Try it >>
Show every line of the records below that contains the word "KAILI".

Saved entries >>
Segment Open
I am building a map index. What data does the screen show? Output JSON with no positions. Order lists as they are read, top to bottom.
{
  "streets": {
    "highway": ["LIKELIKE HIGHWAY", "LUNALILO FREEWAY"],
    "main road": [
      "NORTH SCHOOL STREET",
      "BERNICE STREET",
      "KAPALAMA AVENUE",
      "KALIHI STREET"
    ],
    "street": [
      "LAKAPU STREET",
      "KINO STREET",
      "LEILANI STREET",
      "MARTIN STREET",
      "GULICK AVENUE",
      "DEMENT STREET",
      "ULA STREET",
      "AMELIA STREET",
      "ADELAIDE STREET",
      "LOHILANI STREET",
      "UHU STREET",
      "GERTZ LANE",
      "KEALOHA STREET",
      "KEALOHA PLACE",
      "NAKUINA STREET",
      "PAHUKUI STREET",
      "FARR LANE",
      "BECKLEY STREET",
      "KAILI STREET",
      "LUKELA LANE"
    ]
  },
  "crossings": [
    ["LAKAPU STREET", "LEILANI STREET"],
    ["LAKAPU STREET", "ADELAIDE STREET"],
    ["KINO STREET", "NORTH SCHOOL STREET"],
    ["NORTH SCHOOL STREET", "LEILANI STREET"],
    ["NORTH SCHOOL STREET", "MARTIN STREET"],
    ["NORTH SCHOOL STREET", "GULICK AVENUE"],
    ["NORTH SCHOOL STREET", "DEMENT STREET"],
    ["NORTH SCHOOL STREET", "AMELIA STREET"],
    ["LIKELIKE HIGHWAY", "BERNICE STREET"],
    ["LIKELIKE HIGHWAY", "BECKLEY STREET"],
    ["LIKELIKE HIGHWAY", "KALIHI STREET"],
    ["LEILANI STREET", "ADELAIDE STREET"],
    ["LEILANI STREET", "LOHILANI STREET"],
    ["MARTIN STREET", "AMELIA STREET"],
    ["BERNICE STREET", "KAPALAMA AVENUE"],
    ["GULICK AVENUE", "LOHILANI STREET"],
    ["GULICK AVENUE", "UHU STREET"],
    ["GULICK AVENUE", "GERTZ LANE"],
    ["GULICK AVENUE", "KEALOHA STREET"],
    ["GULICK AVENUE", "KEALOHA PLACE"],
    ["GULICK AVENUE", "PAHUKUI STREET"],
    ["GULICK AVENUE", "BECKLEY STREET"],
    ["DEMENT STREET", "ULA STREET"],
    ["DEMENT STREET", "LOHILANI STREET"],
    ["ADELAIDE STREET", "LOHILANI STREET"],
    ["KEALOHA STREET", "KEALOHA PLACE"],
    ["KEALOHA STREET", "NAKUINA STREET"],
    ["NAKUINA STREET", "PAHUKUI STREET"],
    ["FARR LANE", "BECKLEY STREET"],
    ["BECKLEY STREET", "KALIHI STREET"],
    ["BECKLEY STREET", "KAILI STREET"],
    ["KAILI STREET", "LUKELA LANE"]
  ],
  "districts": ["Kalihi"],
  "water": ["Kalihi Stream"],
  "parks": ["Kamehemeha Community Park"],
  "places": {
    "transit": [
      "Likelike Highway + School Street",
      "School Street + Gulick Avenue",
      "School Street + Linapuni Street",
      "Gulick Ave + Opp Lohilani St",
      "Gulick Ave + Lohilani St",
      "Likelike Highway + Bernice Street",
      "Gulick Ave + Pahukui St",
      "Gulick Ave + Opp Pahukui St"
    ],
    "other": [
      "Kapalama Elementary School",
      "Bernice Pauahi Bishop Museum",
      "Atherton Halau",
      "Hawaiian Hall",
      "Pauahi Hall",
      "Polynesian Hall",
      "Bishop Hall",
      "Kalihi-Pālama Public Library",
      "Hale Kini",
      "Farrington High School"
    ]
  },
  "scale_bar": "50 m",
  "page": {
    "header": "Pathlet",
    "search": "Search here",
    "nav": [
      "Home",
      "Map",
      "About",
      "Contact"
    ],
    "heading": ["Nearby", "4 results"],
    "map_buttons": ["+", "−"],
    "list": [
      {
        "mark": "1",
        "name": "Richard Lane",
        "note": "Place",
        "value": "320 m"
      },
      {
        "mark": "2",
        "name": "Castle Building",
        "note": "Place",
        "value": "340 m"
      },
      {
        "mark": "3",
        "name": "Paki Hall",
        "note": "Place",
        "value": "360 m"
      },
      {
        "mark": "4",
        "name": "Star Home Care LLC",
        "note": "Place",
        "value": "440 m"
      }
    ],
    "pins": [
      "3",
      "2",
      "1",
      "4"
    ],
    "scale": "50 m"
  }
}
Segment Closed
Output below >>
      "KAILI STREET",
    ["BECKLEY STREET", "KAILI STREET"],
    ["KAILI STREET", "LUKELA LANE"]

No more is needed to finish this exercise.